### DIRECTIONS
Your response should contain only the lines running from the top of the data below through the line with "Detect all labels, markers", both included. Pictures must be omitted.
*** Opening SUPPLIED MATERIAL ***
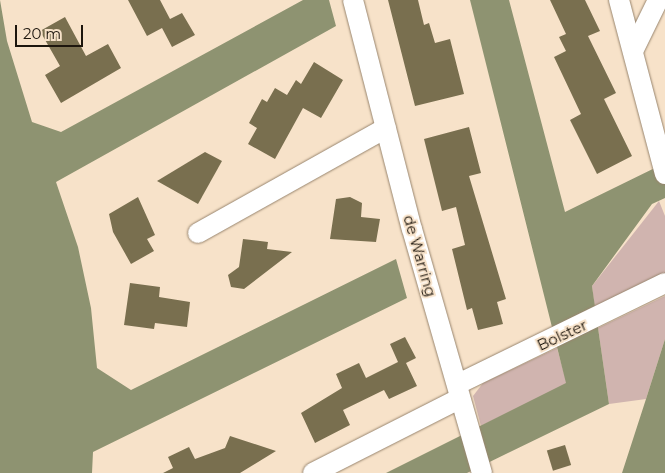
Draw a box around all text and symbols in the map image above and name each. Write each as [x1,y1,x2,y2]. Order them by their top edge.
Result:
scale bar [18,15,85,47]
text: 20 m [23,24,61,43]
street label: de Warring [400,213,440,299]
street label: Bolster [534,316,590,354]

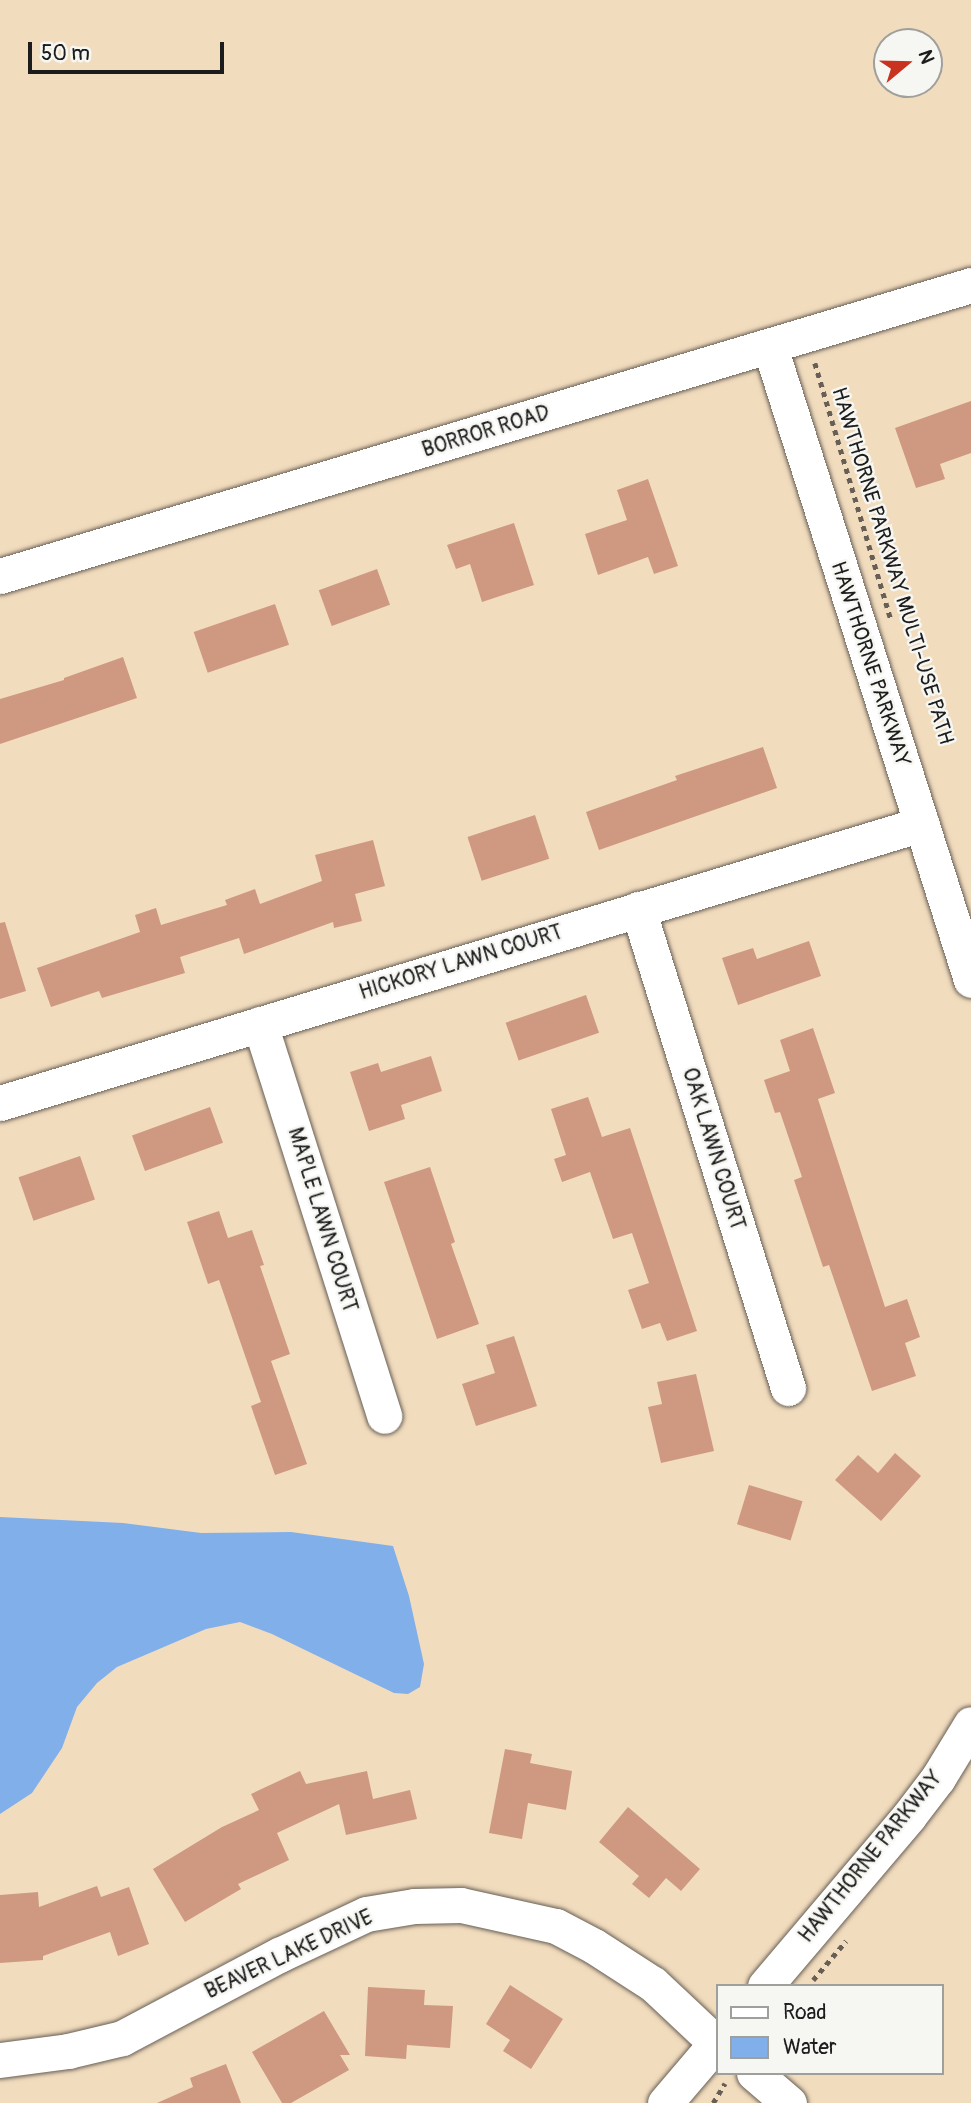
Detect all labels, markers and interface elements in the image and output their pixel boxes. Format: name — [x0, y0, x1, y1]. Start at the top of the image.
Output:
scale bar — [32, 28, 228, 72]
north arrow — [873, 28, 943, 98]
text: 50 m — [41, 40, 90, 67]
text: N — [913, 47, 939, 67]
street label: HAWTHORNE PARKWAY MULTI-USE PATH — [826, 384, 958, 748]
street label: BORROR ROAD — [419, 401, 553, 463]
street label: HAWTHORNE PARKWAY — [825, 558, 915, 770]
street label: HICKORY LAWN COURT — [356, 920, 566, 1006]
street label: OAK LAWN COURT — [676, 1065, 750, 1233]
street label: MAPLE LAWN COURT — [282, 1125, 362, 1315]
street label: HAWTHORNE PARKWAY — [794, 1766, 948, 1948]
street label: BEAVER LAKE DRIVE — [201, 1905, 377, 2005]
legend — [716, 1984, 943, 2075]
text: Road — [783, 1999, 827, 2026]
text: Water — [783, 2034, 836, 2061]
*** Closing SUPPLIED MATERIAL ***
### FINAL ANSWER
Draw a box around all text and symbols in the map image above and name each. Write each as [x1,y1,x2,y2]. Order them by their top edge.
Result:
scale bar [18,15,85,47]
text: 20 m [23,24,61,43]
street label: de Warring [400,213,440,299]
street label: Bolster [534,316,590,354]

Detect all labels, markers and interface elements in the image and output their pixel boxes. Format: name — [x0, y0, x1, y1]. Start at the top of the image.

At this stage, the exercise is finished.